Check out this post for the basis for our conversation on this week’s episode which features me, David Spark (@dspark), producer of CISO Series, co-host Allan Alford (@allanalfordintx), and our sponsored guest is Jérémy Thomas, CEO, GitGuardian.
Thanks to this week's podcast sponsor GitGuardian.
GitGuardian empowers organizations to secure their secrets - such as API keys and other credentials - from being exposed in compromised places or leaked publicly. GitGuardian offers a threat intelligence solution focused on detecting secrets leaked on public GitHub and an automated secrets detection solution which tightly integrates with your DevOps pipeline.
On this episode of Defense in Depth, you’ll learn:
* Putting passwords and other credential information inside of code simply happens. It is done by developers for purposes of efficiency, laziness, or simply forgot to take it out.
* Given that exposing secrets is done by developers, these secrets appear in code everywhere, most notably in public code repositories like GitHub.
* Exposed credentials can appear in SIEMS as it's being exported from the developers' code.
* There is a shared responsibility model and cloud providers do have some ability to scan code, but ultimately code you put in your programs is your responsibility.
* Scanning public code repositories should be your first step. You don't want to be adding code that has known issues.
* Next step is to scan your own code and get alerts if your developers are adding secrets (wittingly or unwittingly) in their code.
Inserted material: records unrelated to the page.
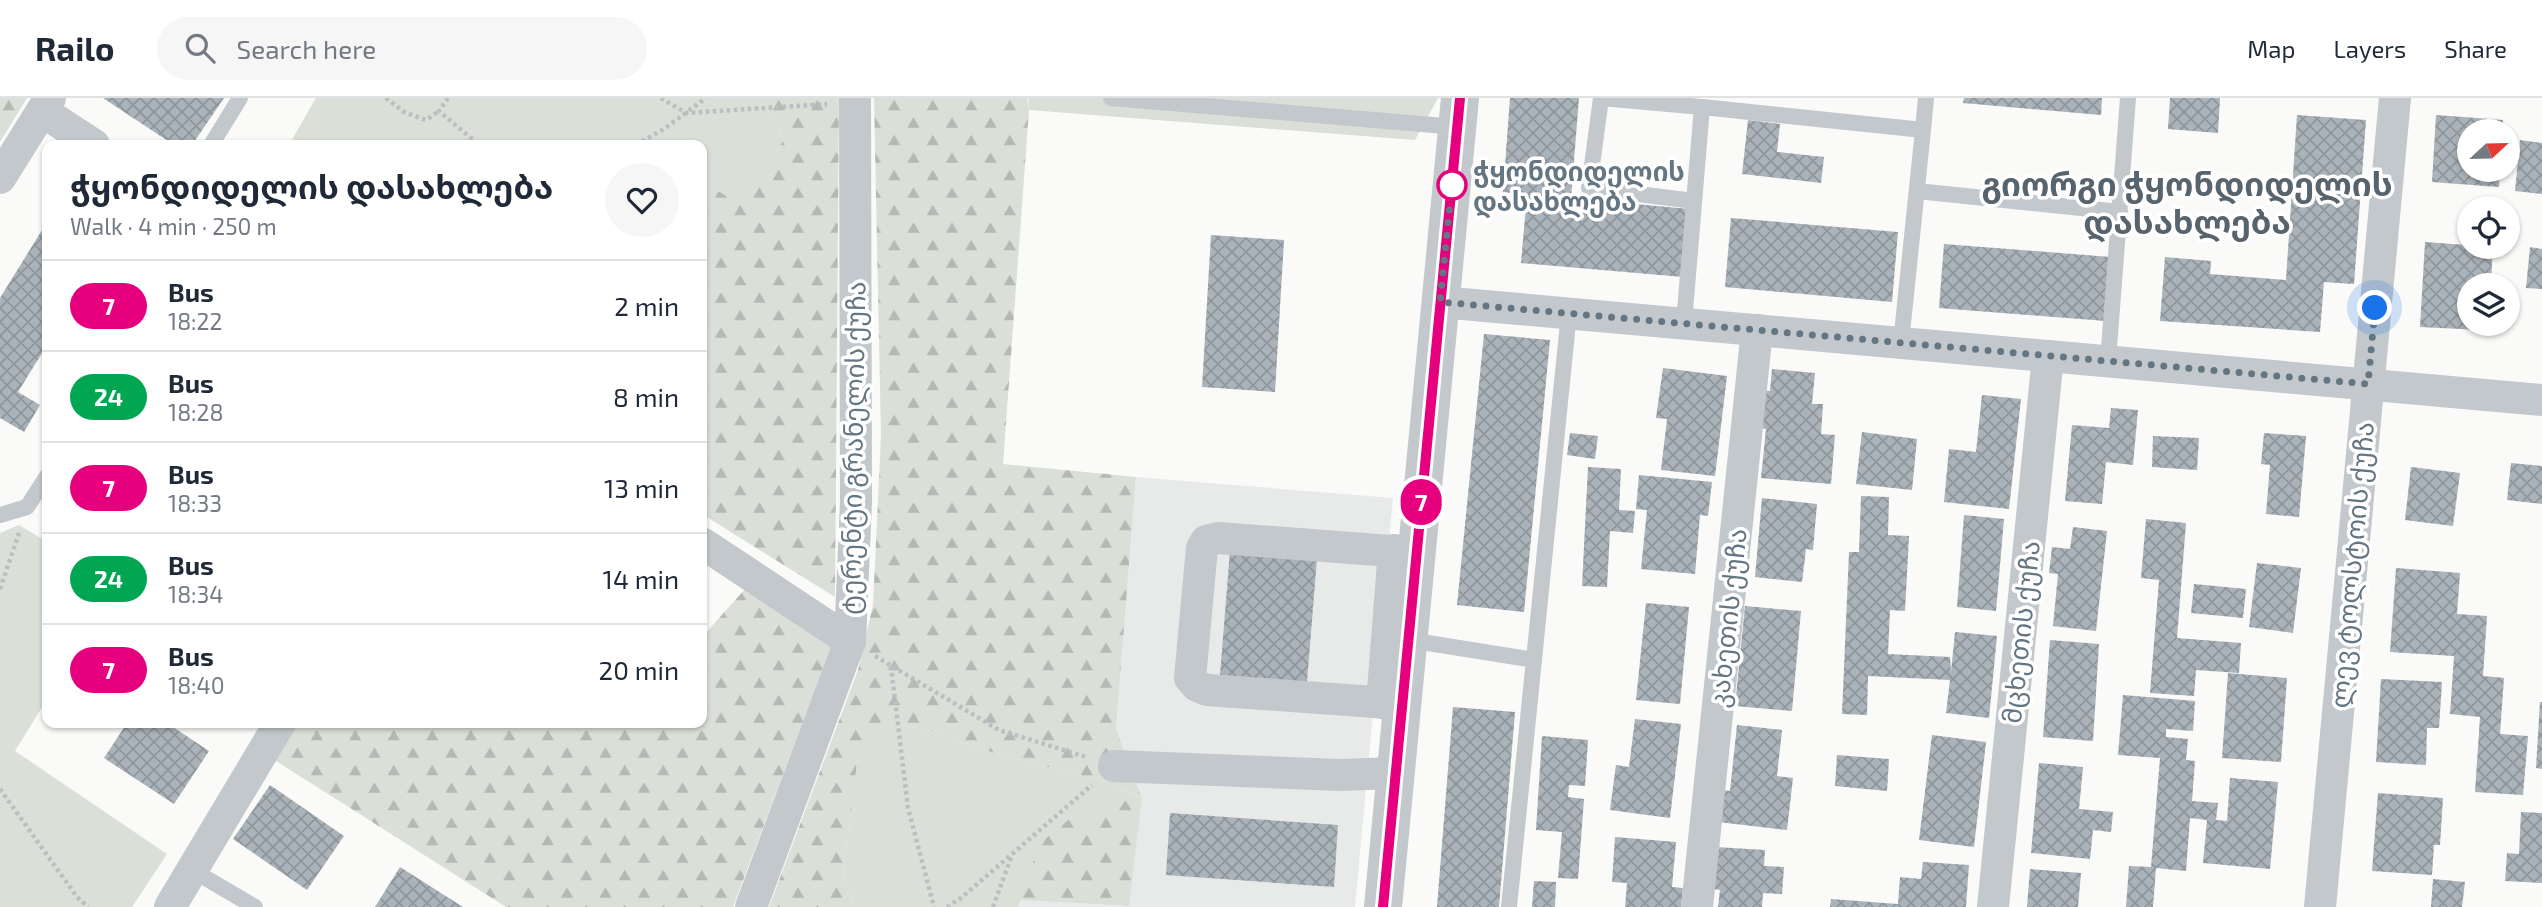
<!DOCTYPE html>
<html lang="en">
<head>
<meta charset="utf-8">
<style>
  :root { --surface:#fff; --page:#f6f6f7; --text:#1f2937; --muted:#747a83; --line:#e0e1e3 }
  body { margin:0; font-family:"Exo 2","Noto Sans Georgian",sans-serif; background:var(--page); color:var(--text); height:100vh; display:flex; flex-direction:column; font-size:26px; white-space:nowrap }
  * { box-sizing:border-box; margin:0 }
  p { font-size:23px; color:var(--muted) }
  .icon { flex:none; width:38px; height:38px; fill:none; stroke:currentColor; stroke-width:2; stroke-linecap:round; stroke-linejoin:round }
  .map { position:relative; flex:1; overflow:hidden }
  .panel { position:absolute; left:42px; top:42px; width:665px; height:588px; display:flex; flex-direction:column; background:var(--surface); border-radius:14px; box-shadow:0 2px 5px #0004 }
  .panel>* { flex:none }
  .badge { padding:0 14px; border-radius:23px; font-size:24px; line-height:46px }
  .needle { width:46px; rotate:68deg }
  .controls { position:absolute; left:2457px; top:21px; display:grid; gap:14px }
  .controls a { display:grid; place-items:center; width:63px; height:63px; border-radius:50%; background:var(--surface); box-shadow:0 2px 5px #0004; font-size:35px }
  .you { position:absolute; width:35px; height:35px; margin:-18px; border:5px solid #fff; border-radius:50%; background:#1a73e8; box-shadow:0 0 0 10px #1a73e833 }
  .map>.badge { position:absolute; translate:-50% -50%; box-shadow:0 0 0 4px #fff }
  .round { display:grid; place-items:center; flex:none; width:74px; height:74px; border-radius:37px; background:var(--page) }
  .overview { display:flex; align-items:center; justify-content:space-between; height:119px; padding:0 28px }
  h1 { font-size:33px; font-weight:700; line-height:52px }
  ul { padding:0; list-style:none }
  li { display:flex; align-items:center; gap:21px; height:91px; padding:0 28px; border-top:2px solid var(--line) }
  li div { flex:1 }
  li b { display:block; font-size:26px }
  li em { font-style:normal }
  li .badge { min-width:77px; font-weight:700; text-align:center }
  header { display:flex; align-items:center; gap:42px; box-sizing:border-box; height:98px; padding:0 35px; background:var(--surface); border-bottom:2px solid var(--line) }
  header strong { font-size:33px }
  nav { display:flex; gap:38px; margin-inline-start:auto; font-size:24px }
  .search { width:490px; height:63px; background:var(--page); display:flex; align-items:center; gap:18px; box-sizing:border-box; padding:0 24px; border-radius:38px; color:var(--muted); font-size:26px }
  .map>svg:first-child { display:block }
  .built { fill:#e8e9e9 }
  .grass { fill:#dadfd7 }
  .forest { fill:url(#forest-firs) }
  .building { fill:url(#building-cross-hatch) }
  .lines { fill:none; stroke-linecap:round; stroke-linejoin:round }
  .path { stroke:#bbbfc2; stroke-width:4.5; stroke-dasharray:3.5 3.5; stroke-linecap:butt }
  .service { stroke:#c3c8cc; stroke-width:16 }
  .minor { stroke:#c3c8cc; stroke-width:32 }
  .tertiary { stroke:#c3c8cc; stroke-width:38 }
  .line-casing { stroke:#fff; stroke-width:16 }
  .line { stroke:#e6007e; stroke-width:10 }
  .walk { stroke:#657683; stroke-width:7; stroke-dasharray:0 12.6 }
  .stop-dot { fill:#fff; stroke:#e6007e; stroke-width:3.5 }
  .labels { text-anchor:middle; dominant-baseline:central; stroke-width:7; stroke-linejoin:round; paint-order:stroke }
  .stop-label { font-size:26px; font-weight:bold; fill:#657683; stroke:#fff; text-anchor:start }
  .street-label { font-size:26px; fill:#657683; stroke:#fff }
  .district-label { font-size:33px; font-weight:bold; fill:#57646e; stroke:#fff }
</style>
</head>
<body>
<header>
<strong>Railo</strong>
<div class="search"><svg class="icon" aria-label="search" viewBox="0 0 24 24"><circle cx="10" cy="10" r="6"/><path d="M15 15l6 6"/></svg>Search here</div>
<nav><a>Map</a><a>Layers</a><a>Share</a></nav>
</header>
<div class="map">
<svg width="2542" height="809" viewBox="0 0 2542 809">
  <defs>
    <pattern id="forest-firs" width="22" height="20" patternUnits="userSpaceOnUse" patternTransform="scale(1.75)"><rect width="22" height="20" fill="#dadfd7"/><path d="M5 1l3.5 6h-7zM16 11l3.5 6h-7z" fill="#b4b9b4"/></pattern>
    <pattern id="building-cross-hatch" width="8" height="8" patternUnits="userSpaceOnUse" patternTransform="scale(1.75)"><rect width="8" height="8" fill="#aab3b9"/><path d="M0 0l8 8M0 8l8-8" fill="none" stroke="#8e969c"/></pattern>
  </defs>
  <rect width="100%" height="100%" fill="#fafaf8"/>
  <polygon class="built" points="1136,379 1393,400 1355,809 1018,809 1019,802 1128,808 1142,700 1116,631"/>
  <g class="grass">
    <polygon points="316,0 761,0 784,41 744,110 702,83 702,47 289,47"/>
    <polygon points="1028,0 1438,0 1415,42 1029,12"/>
    <polygon points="19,427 47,444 47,601 15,653 167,756 132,809 0,809 0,435"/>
    <polygon points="897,626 936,634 994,655 1102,683 1142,700 1073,718 1040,745 1018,809 855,809 843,779 859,648"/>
  </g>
  <g class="forest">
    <polygon points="0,0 27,0 0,44"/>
    <polygon points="761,0 839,0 835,499 702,416 702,83 744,109 784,41"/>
    <polygon points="874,0 1027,0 1029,12 1003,366 1136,379 1116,631 1142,700 1129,808 1019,802 1040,745 1073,718 1140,699 1102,683 994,655 936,634 897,626 859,649 843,779 855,809 769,809 858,572 873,507 881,338"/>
    <polygon points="746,490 831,549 733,809 506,809 273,661 296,625 702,625 702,539"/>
  </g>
  <g class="building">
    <polygon points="103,0 224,0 192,47 174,47"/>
    <polygon points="1510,0 1579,0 1571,100 1689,111 1683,179 1521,165 1527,97 1503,94"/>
    <polygon points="1964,0 2102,0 2101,17 1963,5"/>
    <polygon points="2170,0 2220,0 2218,35 2168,31"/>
    <polygon points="2297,17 2366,22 2354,186 2324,184 2320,234 2160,223 2165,159 2211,163 2210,176 2286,182"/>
    <polygon points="2436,17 2503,22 2502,33 2469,33 2469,72 2500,72 2499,89 2432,84"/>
    <polygon points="1748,22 1780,26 1777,54 1824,59 1821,85 1742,76"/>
    <polygon points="2520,42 2542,45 2542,96 2515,93"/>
    <polygon points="1731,120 1898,134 1892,204 1725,189"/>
    <polygon points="47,124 47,247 18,294 40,307 24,334 0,320 0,200"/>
    <polygon points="1211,137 1284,142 1275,294 1202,289"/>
    <polygon points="2425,144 2493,149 2491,183 2483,183 2483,187 2469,187 2469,226 2481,226 2481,232 2420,229"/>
    <polygon points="1944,146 2111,159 2106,223 1939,210"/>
    <polygon points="2530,149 2542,151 2542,191 2526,190"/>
    <polygon points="1484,236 1550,242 1524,514 1457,507"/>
    <polygon points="1663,270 1727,278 1715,378 1661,372 1667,321 1656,320"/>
    <polygon points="1772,271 1815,275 1812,306 1823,306 1821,336 1835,337 1831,386 1761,380 1766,331 1759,330 1762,292 1770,293"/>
    <polygon points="1982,297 2021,301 2009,411 1944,404 1949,351 1976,354"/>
    <polygon points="2111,310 2138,312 2133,367 2106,364 2102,406 2065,403 2072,327 2109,330"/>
    <polygon points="1862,334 1917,341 1912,392 1856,386"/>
    <polygon points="1570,335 1598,338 1595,361 1567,357"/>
    <polygon points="2264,335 2306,338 2299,419 2266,416 2270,367 2261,366"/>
    <polygon points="2153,338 2199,340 2197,372 2152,369"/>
    <polygon points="2511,365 2542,368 2542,406 2507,402"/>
    <polygon points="1588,369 1621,371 1619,412 1635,413 1633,435 1610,433 1607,489 1582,488"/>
    <polygon points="2411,369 2460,375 2453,428 2405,422"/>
    <polygon points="1639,377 1712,384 1708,418 1700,417 1695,476 1641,471 1647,412 1636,411"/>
    <polygon points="1861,398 1889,399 1888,437 1909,438 1905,513 1890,512 1888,556 1950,559 1951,574 1955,534 1997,538 1989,620 1946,615 1950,582 1868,578 1867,617 1842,616 1849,454 1859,454"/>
    <polygon points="1762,400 1817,406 1813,452 1806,451 1802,484 1755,479"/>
    <polygon points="1964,417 2004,421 1996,513 1957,509"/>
    <polygon points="2146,421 2186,425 2177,540 2241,545 2239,575 2196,572 2194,598 2150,595 2159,482 2141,480"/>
    <polygon points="2073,429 2107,433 2096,533 2053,528 2058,476 2049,475 2052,449 2070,451"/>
    <polygon points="1230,453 1317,460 1307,584 1220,577"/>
    <polygon points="2257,465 2301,470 2293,535 2249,529"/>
    <polygon points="2396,470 2460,475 2457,516 2487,518 2483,578 2504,580 2500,636 2528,638 2523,697 2475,694 2480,619 2450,616 2454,558 2390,554"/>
    <polygon points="2194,486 2246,491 2243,520 2191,515"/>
    <polygon points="1646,505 1689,509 1680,606 1636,602"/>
    <polygon points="1745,508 1801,513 1792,613 1735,608"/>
    <polygon points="2050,542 2099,546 2093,643 2043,639"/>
    <polygon points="2228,575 2287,580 2281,664 2222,660"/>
    <polygon points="2381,581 2442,584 2439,630 2427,630 2426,667 2376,664"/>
    <polygon points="2123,597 2195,603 2193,633 2166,631 2166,639 2188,641 2186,662 2195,663 2192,703 2218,705 2216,722 2227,723 2230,680 2278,684 2270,771 2203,765 2207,722 2190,720 2186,773 2156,770 2153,809 2126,809 2129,768 2151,769 2160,660 2118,657"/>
    <polygon points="2540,604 2542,604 2542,671 2536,670"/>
    <polygon points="1453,609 1515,614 1499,809 1437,809"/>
    <polygon points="1635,621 1681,626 1670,720 1610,712 1616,667 1629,669"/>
    <polygon points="127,625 167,625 209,653 174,706 104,660"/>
    <polygon points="1737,627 1782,632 1777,678 1793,680 1787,732 1718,724 1722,692 1730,693"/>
    <polygon points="1932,637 1986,644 1974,749 1919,742"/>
    <polygon points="1542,638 1588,642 1585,688 1569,687 1568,699 1584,701 1578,781 1558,780 1562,734 1536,732"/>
    <polygon points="1837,657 1889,661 1887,693 1835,688"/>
    <polygon points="2039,665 2083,669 2079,711 2113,714 2111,734 2093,732 2090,761 2031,755"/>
    <polygon points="270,687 344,738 307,792 233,741"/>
    <polygon points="2378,695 2443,700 2440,747 2434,747 2432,777 2372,773"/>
    <polygon points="2521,714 2542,715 2542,785 2505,783 2507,755 2519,756"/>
    <polygon points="1170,715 1338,727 1334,789 1166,777"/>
    <polygon points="1615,739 1676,744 1672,789 1683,790 1681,809 1625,809 1627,785 1612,784"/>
    <polygon points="1716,749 1765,752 1764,768 1784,769 1782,796 1763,795 1762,809 1718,809 1720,792 1713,791"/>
    <polygon points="1923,764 1969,767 1966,809 1830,809 1831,801 1898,806 1900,779 1921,781"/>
    <polygon points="400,769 463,809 375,809"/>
    <polygon points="2030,771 2081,775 2078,809 2027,809"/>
    <polygon points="2433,781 2465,784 2462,809 2431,809"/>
    <polygon points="1534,783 1556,784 1555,809 1532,809"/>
  </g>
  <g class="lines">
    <g class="path">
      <polyline points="386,0 404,14 426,22 439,13"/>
      <polyline points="448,0 439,13 479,47"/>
      <polyline points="661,0 686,15 827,6"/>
      <polyline points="636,47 664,31 706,0"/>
      <polyline points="0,491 19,435"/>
      <polyline points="875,558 999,632 1086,659"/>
      <polyline points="891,568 908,710 934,809"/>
      <polyline points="0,691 77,799 88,809"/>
      <polyline points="947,809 961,800 1092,687"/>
      <polyline points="993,809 1012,757"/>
    </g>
    <g class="service">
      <polyline points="1111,0 1457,29"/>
      <polyline points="1601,0 1702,9 1684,225"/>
      <polyline points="1601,0 1589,90 1694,103"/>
      <polyline points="1702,9 1923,32 1901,245"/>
      <polyline points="1923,32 1926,0"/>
      <polyline points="211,47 240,0"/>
      <polyline points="1917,93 2120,114"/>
      <polyline points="2108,263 2128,0"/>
      <polyline points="0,417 27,409 47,378"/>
      <polyline points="1409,542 1534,562"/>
      <polyline points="192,772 255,809"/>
      <polyline points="1509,809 1569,215"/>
    </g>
    <g class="minor">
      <polyline points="42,13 94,47"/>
      <polyline points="0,80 50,0"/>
      <polyline points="1440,204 2542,302"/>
      <polyline points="702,445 850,543"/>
      <polyline points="1382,605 1394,452"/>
      <polyline points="1403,606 1207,592 1197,588 1190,580 1202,450 1206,443 1218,440 1417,455"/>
      <polyline points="1114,668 1340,677 1396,675"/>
      <polyline points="170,809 280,625"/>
      <polyline points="751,809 850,543 856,404 855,0"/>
      <polyline points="1697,809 1757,232"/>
      <polyline points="1993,809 2048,258"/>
      <polyline points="2320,809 2395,0"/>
    </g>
    <polyline class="tertiary" points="1383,809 1460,0"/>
  </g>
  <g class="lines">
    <g class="line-casing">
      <polyline id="line" points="1383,809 1460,0"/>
    </g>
    <use href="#line" class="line"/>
    <polyline class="walk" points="1452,87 1440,204 2368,286 2375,210"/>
  </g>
  <circle class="stop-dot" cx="1452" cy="87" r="14"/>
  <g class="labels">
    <g class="stop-label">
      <text x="1473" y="72">ჭყონდიდელის<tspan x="1473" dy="30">დასახლება</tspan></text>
    </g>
    <g class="street-label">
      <text transform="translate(852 350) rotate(-89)">ტერენტი გრანელის ქუჩა</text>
      <text transform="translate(2351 467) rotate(-85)">ლევ ტოლსტოის ქუჩა</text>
      <text transform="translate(1727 520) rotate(-84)">კახეთის ქუჩა</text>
      <text transform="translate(2020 534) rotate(-84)">მცხეთის ქუჩა</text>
    </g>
    <g class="district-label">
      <text x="2187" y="85">გიორგი ჭყონდიდელის<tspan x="2187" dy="38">დასახლება</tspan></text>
    </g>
  </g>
</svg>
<div class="controls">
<a><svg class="needle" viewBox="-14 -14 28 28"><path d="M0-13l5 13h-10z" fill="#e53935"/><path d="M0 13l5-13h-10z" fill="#747a83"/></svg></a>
<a><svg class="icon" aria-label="locate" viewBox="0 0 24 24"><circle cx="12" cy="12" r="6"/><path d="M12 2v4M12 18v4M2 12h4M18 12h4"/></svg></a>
<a><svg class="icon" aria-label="layers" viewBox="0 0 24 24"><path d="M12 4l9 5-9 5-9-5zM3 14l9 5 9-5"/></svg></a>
</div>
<div class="you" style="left:2375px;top:210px"></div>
<b class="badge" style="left:1421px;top:404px;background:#e6007e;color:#fff">7</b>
<section class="panel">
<div class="overview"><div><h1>ჭყონდიდელის დასახლება</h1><p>Walk · 4 min · 250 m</p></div><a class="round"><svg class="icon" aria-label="heart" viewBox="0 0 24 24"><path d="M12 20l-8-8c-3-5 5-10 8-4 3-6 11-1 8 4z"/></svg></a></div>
<ul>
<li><span class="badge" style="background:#e6007e;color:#fff">7</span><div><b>Bus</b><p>18:22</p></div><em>2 min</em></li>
<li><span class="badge" style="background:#00a651;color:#fff">24</span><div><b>Bus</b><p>18:28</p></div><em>8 min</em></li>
<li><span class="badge" style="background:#e6007e;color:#fff">7</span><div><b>Bus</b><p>18:33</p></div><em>13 min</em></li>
<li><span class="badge" style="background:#00a651;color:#fff">24</span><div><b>Bus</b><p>18:34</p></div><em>14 min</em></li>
<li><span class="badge" style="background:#e6007e;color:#fff">7</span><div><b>Bus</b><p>18:40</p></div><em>20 min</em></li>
</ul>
</section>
</div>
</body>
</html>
If you alert in real-time, it fits naturally within the DevOps pipeline and they will improve their secure coding skills.
* Another option to deal with exposed secrets is to sidestep the problem completely and put in additional layers of security, most notably multi-factor authentication (MFA). A great idea, and yes, you should definitely include this very secure step, but it doesn't eliminate the problem. There are far too many authentication layers (many automated) for you to put MFA on everything. There will always be many moments of exposure.